# To do
Copy task. Retype the whole listing exactly, omitting any picture in it.

# Material provided

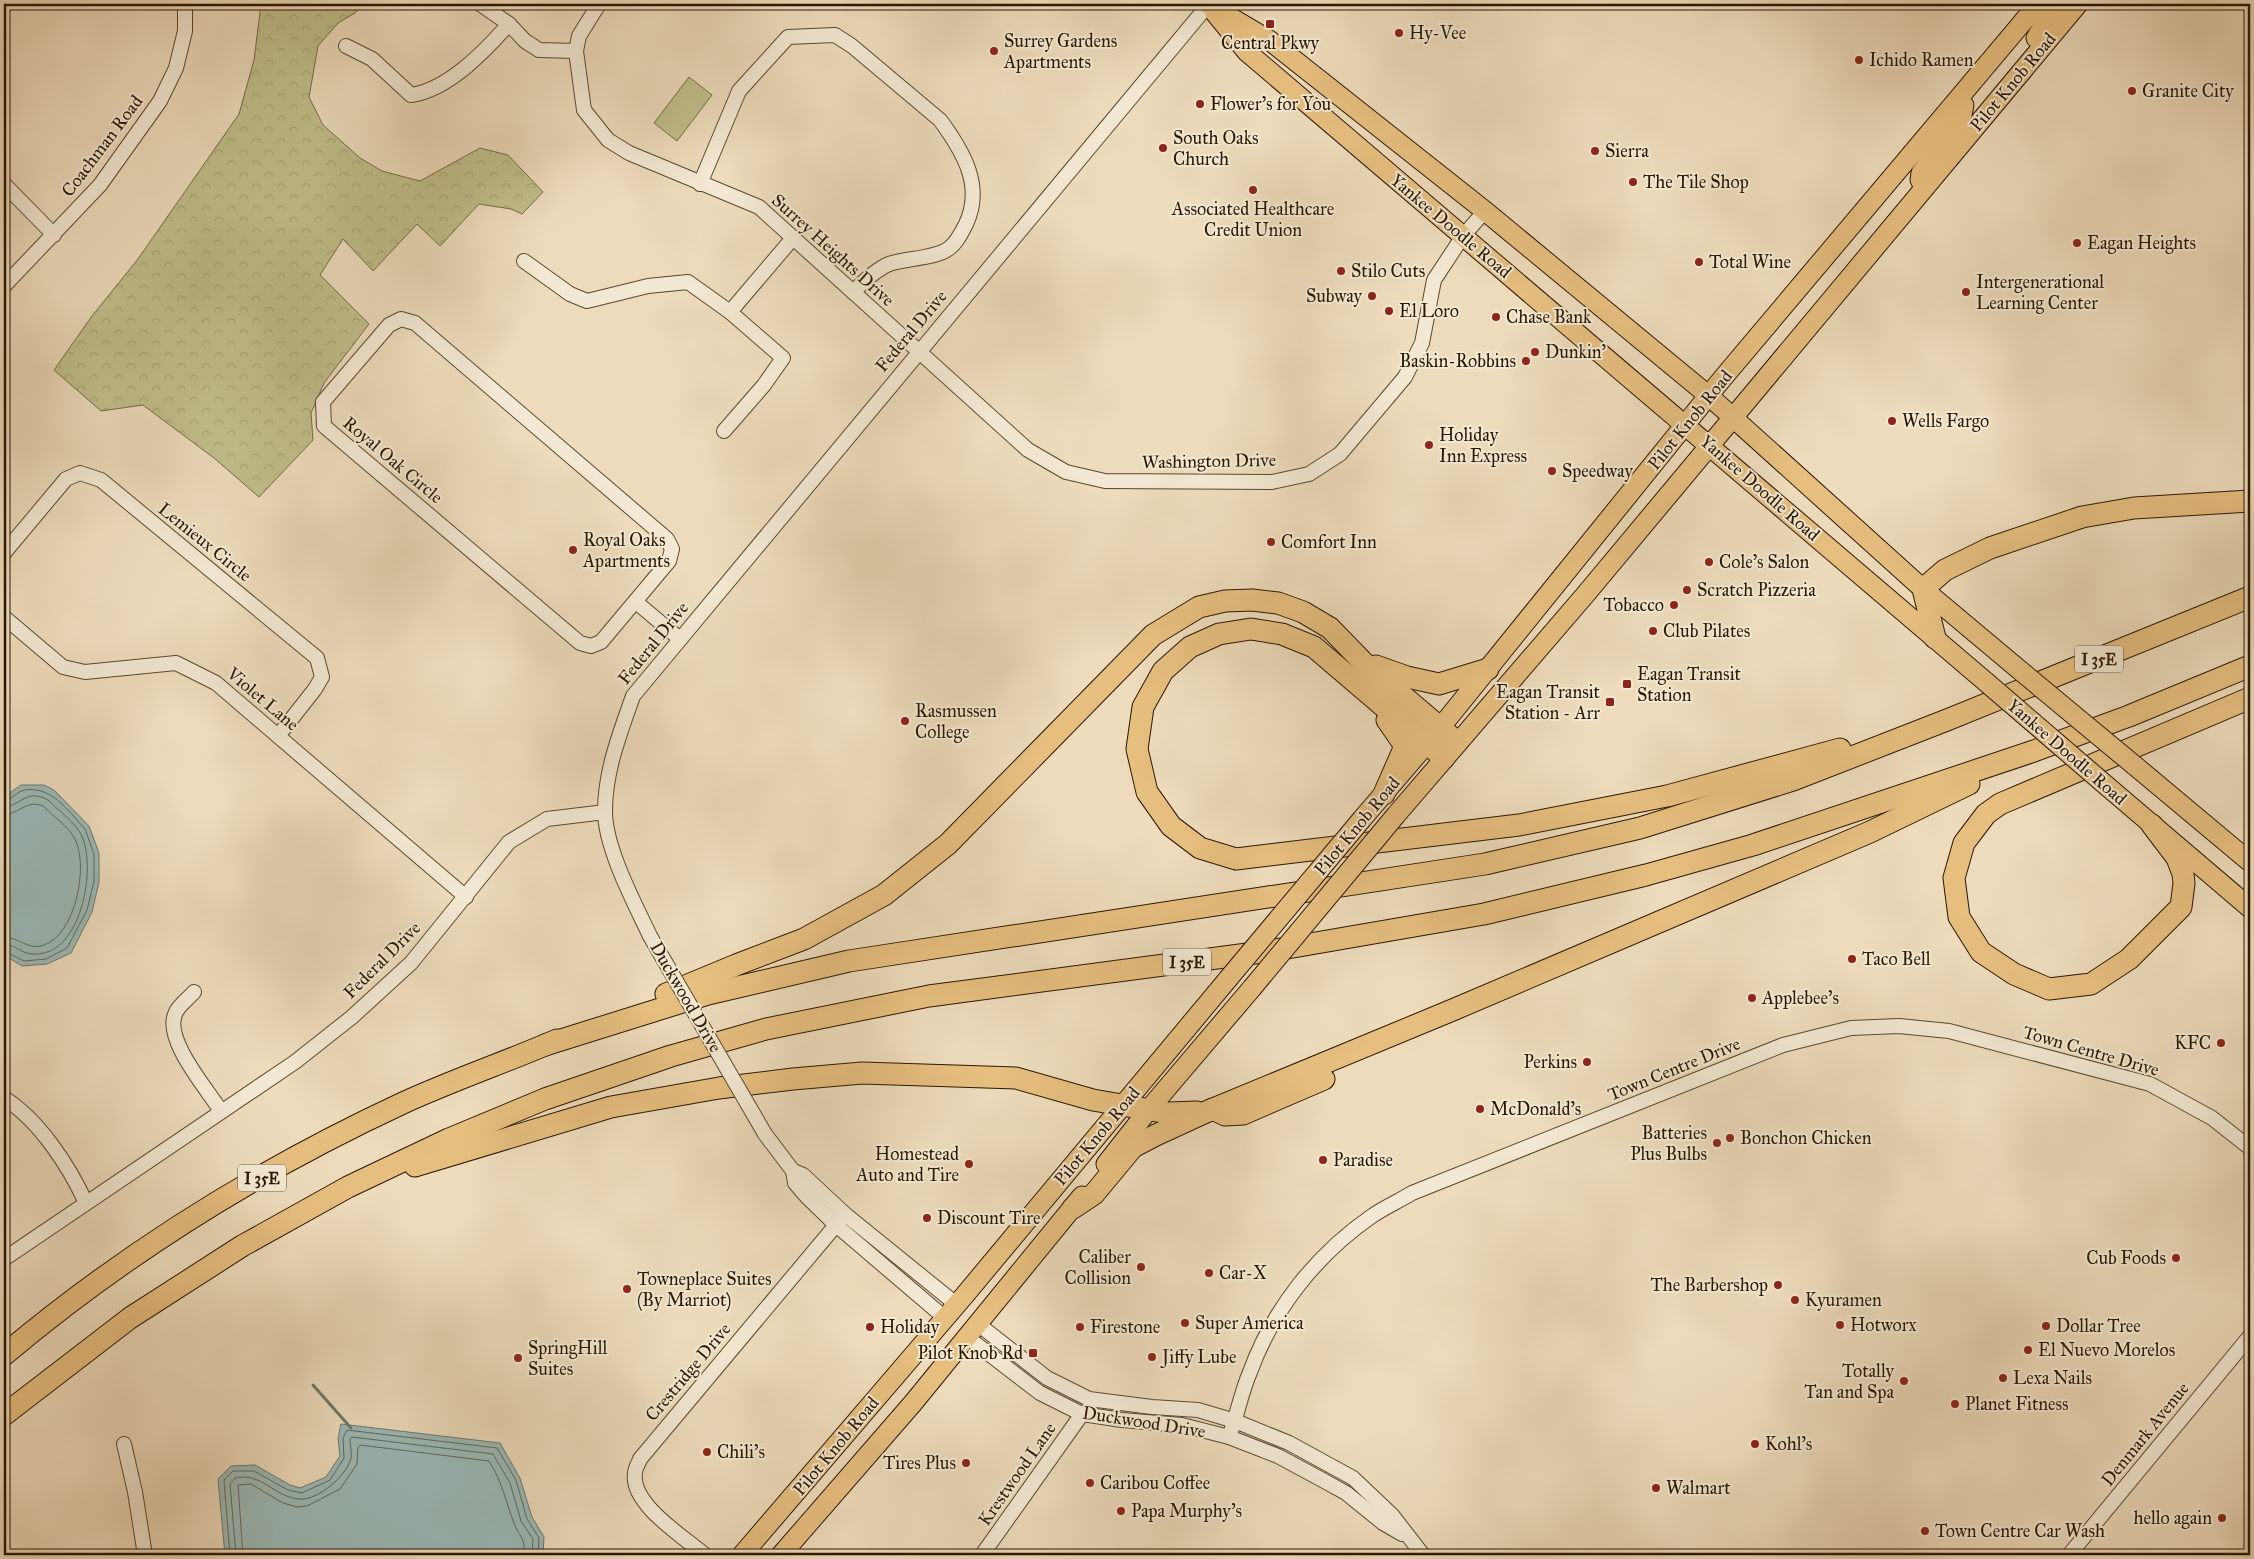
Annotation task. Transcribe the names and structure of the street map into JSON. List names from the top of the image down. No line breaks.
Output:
{"streets":{"highway":["I 35E"],"main road":["Pilot Knob Road","Yankee Doodle Road","Duckwood Drive"],"street":["Coachman Road","Surrey Heights Drive","Federal Drive","Royal Oak Circle","Washington Drive","Lemieux Circle","Violet Lane","Town Centre Drive","Crestridge Drive","Denmark Avenue","Krestwood Lane"]},"crossings":[["Pilot Knob Road","Yankee Doodle Road"],["Pilot Knob Road","Duckwood Drive"],["Yankee Doodle Road","Federal Drive"],["Yankee Doodle Road","Washington Drive"],["Surrey Heights Drive","Federal Drive"],["Surrey Heights Drive","Washington Drive"],["Federal Drive","Washington Drive"],["Federal Drive","Violet Lane"],["Federal Drive","Duckwood Drive"],["Lemieux Circle","Violet Lane"],["Duckwood Drive","Town Centre Drive"],["Duckwood Drive","Crestridge Drive"],["Duckwood Drive","Krestwood Lane"]],"places":{"transit":["Central Pkwy","Eagan Transit Station","Eagan Transit Station - Arr","Pilot Knob Rd"],"other":["Hy-Vee","Surrey Gardens Apartments","Ichido Ramen","Granite City","Flower's for You","South Oaks Church","Sierra","The Tile Shop","Associated Healthcare Credit Union","Eagan Heights","Total Wine","Stilo Cuts","Intergenerational Learning Center","Subway","El Loro","Chase Bank","Dunkin'","Baskin-Robbins","Wells Fargo","Holiday Inn Express","Speedway","Comfort Inn","Royal Oaks Apartments","Cole's Salon","Scratch Pizzeria","Tobacco","Club Pilates","Rasmussen College","Taco Bell","Applebee's","KFC","Perkins","McDonald's","Bonchon Chicken","Batteries Plus Bulbs","Paradise","Homestead Auto and Tire","Discount Tire","Cub Foods","Caliber Collision","Car-X","The Barbershop","Towneplace Suites (By Marriot)","Kyuramen","Super America","Hotworx","Dollar Tree","Holiday","Firestone","El Nuevo Morelos","Jiffy Lube","SpringHill Suites","Lexa Nails","Totally Tan and Spa","Planet Fitness","Kohl's","Chili's","Tires Plus","Caribou Coffee","Walmart","Papa Murphy's","hello again","Town Centre Car Wash"]}}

# Your solution
Annotation task. Transcribe the names and structure of the street map into JSON. List names from the top of the image down. No line breaks.
Output:
{"streets":{"highway":["I 35E"],"main road":["Pilot Knob Road","Yankee Doodle Road","Duckwood Drive"],"street":["Coachman Road","Surrey Heights Drive","Federal Drive","Royal Oak Circle","Washington Drive","Lemieux Circle","Violet Lane","Town Centre Drive","Crestridge Drive","Denmark Avenue","Krestwood Lane"]},"crossings":[["Pilot Knob Road","Yankee Doodle Road"],["Pilot Knob Road","Duckwood Drive"],["Yankee Doodle Road","Federal Drive"],["Yankee Doodle Road","Washington Drive"],["Surrey Heights Drive","Federal Drive"],["Surrey Heights Drive","Washington Drive"],["Federal Drive","Washington Drive"],["Federal Drive","Violet Lane"],["Federal Drive","Duckwood Drive"],["Lemieux Circle","Violet Lane"],["Duckwood Drive","Town Centre Drive"],["Duckwood Drive","Crestridge Drive"],["Duckwood Drive","Krestwood Lane"]],"places":{"transit":["Central Pkwy","Eagan Transit Station","Eagan Transit Station - Arr","Pilot Knob Rd"],"other":["Hy-Vee","Surrey Gardens Apartments","Ichido Ramen","Granite City","Flower's for You","South Oaks Church","Sierra","The Tile Shop","Associated Healthcare Credit Union","Eagan Heights","Total Wine","Stilo Cuts","Intergenerational Learning Center","Subway","El Loro","Chase Bank","Dunkin'","Baskin-Robbins","Wells Fargo","Holiday Inn Express","Speedway","Comfort Inn","Royal Oaks Apartments","Cole's Salon","Scratch Pizzeria","Tobacco","Club Pilates","Rasmussen College","Taco Bell","Applebee's","KFC","Perkins","McDonald's","Bonchon Chicken","Batteries Plus Bulbs","Paradise","Homestead Auto and Tire","Discount Tire","Cub Foods","Caliber Collision","Car-X","The Barbershop","Towneplace Suites (By Marriot)","Kyuramen","Super America","Hotworx","Dollar Tree","Holiday","Firestone","El Nuevo Morelos","Jiffy Lube","SpringHill Suites","Lexa Nails","Totally Tan and Spa","Planet Fitness","Kohl's","Chili's","Tires Plus","Caribou Coffee","Walmart","Papa Murphy's","hello again","Town Centre Car Wash"]}}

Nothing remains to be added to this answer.